Furthermore, there is no evidence that pharma is the right partner for an early-clinical-stage orphan-disease-focused drug developer, which is largely what Alnylam has become. Indeed, in any potential acquisition scenario except Sanofi or BioMarin, Alnylam would likely be the orphan-drug teacher and the pharma acquirer the pupil.
Biotech is already moving in to fill the vacuum left by pharma. On Feb. 4, Alnylam announced that it had struck a partnership, complete with $25 million upfront, with its former Cambridge neighbor The Medicines Company (MDCO) for its cholesterol-fighting program targeting PCSK-9, a gene expressed (where else?) in the liver.
Meantime, in October, 2012, Alnylam added credibility when it signed up a new pharma partner in Genzyme, now a unit of Sanofi, for Asian rights to its TTR programs, with Alnylam holding onto both U.S. and European rights. This leaves the company maximally flexible in terms of potential acquisition (no encumbrance) or further growth.
Money is great but money alone does not buy clinical data.

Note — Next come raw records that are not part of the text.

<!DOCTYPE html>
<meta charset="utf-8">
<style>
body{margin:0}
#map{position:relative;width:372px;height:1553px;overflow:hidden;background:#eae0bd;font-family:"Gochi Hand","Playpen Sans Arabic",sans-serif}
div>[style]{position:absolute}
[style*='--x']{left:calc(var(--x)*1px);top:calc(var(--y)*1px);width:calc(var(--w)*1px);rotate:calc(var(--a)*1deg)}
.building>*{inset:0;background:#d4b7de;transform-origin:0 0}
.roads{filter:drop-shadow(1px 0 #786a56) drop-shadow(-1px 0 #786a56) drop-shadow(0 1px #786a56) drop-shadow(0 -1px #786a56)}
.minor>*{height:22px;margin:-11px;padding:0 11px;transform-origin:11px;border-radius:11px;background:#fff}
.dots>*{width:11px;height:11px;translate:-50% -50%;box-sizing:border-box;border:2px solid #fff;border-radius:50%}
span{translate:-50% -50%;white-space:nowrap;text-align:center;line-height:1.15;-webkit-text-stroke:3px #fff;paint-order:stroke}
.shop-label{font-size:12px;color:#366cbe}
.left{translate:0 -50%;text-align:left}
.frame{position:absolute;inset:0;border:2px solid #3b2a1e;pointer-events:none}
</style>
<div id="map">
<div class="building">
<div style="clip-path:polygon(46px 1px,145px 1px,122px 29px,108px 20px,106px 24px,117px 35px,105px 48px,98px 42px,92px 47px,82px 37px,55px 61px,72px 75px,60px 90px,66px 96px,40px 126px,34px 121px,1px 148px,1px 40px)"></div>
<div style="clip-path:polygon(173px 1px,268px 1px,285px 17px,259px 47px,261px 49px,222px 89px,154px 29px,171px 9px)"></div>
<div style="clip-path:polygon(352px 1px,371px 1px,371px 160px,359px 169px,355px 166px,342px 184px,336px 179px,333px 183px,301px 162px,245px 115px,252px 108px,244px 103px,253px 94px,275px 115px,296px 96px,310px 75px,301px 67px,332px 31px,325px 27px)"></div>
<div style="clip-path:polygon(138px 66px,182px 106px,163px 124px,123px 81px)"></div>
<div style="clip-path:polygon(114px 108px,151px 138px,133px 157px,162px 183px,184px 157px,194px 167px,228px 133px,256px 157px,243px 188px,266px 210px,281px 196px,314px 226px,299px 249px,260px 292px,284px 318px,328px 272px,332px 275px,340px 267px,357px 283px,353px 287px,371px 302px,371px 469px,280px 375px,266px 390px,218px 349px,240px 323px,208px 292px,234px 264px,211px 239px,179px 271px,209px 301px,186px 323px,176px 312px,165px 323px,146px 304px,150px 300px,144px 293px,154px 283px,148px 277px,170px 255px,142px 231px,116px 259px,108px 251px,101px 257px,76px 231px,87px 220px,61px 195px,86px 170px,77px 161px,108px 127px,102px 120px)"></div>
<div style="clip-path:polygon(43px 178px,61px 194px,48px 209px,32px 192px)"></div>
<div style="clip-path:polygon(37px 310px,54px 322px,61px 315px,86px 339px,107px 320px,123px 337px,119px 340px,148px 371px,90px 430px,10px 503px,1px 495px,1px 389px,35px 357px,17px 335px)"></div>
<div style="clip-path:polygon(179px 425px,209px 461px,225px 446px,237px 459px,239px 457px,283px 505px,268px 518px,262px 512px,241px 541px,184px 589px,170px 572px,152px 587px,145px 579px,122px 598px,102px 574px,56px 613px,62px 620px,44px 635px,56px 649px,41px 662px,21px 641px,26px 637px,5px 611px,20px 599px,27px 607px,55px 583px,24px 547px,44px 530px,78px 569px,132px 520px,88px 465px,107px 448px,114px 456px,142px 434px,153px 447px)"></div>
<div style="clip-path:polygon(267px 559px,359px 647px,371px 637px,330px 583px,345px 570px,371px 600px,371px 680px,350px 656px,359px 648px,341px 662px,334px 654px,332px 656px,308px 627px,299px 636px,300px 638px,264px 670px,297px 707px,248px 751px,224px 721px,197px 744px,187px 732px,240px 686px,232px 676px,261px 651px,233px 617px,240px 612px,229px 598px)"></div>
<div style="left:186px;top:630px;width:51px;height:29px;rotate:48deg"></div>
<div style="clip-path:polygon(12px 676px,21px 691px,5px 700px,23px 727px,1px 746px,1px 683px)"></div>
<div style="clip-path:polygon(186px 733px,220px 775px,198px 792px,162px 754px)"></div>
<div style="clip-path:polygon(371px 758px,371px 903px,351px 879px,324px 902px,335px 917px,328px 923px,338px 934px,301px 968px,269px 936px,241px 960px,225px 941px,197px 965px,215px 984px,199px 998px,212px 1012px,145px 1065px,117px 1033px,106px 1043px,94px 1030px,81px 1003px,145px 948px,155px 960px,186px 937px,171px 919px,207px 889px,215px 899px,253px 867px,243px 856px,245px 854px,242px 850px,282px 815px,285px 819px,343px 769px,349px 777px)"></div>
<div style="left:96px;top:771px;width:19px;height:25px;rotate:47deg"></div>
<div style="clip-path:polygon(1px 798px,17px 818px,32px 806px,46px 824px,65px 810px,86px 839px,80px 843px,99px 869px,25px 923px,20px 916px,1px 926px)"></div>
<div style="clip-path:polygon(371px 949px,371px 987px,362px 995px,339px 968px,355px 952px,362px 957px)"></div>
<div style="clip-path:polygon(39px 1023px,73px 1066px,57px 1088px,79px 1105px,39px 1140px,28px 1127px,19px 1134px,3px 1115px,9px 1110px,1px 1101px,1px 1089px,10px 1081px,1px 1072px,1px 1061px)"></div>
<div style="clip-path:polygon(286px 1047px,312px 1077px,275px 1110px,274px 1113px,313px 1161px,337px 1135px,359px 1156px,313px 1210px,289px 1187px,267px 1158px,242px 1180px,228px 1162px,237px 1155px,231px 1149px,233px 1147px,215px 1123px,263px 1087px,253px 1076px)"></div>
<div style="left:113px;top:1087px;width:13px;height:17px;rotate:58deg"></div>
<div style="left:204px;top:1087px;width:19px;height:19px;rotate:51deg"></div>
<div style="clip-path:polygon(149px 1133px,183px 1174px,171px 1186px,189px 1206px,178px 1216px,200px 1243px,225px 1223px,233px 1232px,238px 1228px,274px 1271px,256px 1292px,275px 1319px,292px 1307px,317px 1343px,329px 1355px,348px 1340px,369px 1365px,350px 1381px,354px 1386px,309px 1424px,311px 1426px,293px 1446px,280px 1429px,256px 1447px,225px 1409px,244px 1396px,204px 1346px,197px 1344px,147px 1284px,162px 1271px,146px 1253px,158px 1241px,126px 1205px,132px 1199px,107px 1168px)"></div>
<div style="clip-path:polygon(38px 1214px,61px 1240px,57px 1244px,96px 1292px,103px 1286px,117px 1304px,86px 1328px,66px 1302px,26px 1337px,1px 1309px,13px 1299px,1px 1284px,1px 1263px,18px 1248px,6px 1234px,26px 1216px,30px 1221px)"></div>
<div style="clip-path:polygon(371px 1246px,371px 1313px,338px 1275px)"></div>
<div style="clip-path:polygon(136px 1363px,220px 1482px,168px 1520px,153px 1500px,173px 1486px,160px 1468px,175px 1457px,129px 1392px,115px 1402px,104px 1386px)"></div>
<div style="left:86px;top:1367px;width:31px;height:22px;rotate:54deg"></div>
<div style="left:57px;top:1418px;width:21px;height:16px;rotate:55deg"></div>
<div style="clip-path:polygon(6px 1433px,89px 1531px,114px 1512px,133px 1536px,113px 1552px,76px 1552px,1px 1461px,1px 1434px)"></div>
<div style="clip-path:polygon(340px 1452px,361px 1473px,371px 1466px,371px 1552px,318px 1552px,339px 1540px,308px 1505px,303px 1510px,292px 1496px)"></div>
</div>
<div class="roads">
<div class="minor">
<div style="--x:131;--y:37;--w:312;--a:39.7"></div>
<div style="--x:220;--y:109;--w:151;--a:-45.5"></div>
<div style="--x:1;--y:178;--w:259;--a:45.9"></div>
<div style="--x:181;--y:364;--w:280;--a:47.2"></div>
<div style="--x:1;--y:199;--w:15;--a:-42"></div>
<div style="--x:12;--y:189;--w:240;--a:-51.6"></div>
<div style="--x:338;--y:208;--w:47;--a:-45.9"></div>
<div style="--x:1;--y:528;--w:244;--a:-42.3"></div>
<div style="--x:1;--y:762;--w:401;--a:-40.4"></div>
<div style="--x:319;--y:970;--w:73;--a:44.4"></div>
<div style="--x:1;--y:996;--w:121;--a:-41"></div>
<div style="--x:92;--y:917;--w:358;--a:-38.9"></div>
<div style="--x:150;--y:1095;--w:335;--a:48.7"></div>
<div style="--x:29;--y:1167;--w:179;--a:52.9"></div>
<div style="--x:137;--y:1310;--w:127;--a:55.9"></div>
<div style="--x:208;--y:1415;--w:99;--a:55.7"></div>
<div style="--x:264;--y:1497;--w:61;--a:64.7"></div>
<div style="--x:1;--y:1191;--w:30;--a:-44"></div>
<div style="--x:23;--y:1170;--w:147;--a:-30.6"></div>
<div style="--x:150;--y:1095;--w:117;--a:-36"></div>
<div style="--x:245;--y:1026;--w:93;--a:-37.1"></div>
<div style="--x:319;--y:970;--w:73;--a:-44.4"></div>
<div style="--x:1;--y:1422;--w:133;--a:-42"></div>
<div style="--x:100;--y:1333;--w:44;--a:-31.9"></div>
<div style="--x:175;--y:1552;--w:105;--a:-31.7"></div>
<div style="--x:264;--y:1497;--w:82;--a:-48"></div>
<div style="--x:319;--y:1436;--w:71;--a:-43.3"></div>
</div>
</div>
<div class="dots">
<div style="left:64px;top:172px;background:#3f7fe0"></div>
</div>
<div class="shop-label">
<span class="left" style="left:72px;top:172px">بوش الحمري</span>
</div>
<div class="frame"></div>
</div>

This one is true but I contend it is irrelevant, even indicative of jealousy. John Maraganore and the Alnylam team have formed partnerships with pharma without giving away their technology. In lucrative deals with Roche ($331 million in cash to Alnylam) and Takeda ($175 million), they mastered the type of non-exclusive technology partnerships that trace their roots back to Maraganore’s previous company, Millennium Pharmaceuticals. More recently, in early 2013, they went back to investors with their first stock offering since their 2004 IPO and sold them on the likely success of RNA interference and the desirability of investing in the market leader.
Alnylam is not the only RNAi company trading on the NASDAQ. Arrowhead, Tekmira and others do, and Silence Therapeutics is traded on the London Stock Exchange (LSE: SLN). But Alnylam’s funding has dwarfed that of all the other companies put together and the company continues to raise money with ease. That cash has fueled the path into Phase 2. That is not something to criticize. It is something to admire.
Alnylam has shed its baggage and moved beyond being a technology story into a clinically focused stage in which the risk profile is clearer. Extraneous factors no longer cloud investors’ judgment. Now, finally, it is all about the upcoming clinical data. RNAi-based medicines will work or they won’t. Judging by the recent rise in both the stock price and the company’s cash position, the market is betting that at least some of them will.
*Contrary to popular belief, Novartis did not pull out of RNA interference R&D. In fact, they continued to pursue targets of their own as well as targets that Alnylam had identified in their collaboration. What they declined to do was to extend for a third time an agreement that they had already extended twice. Not exactly abandonment.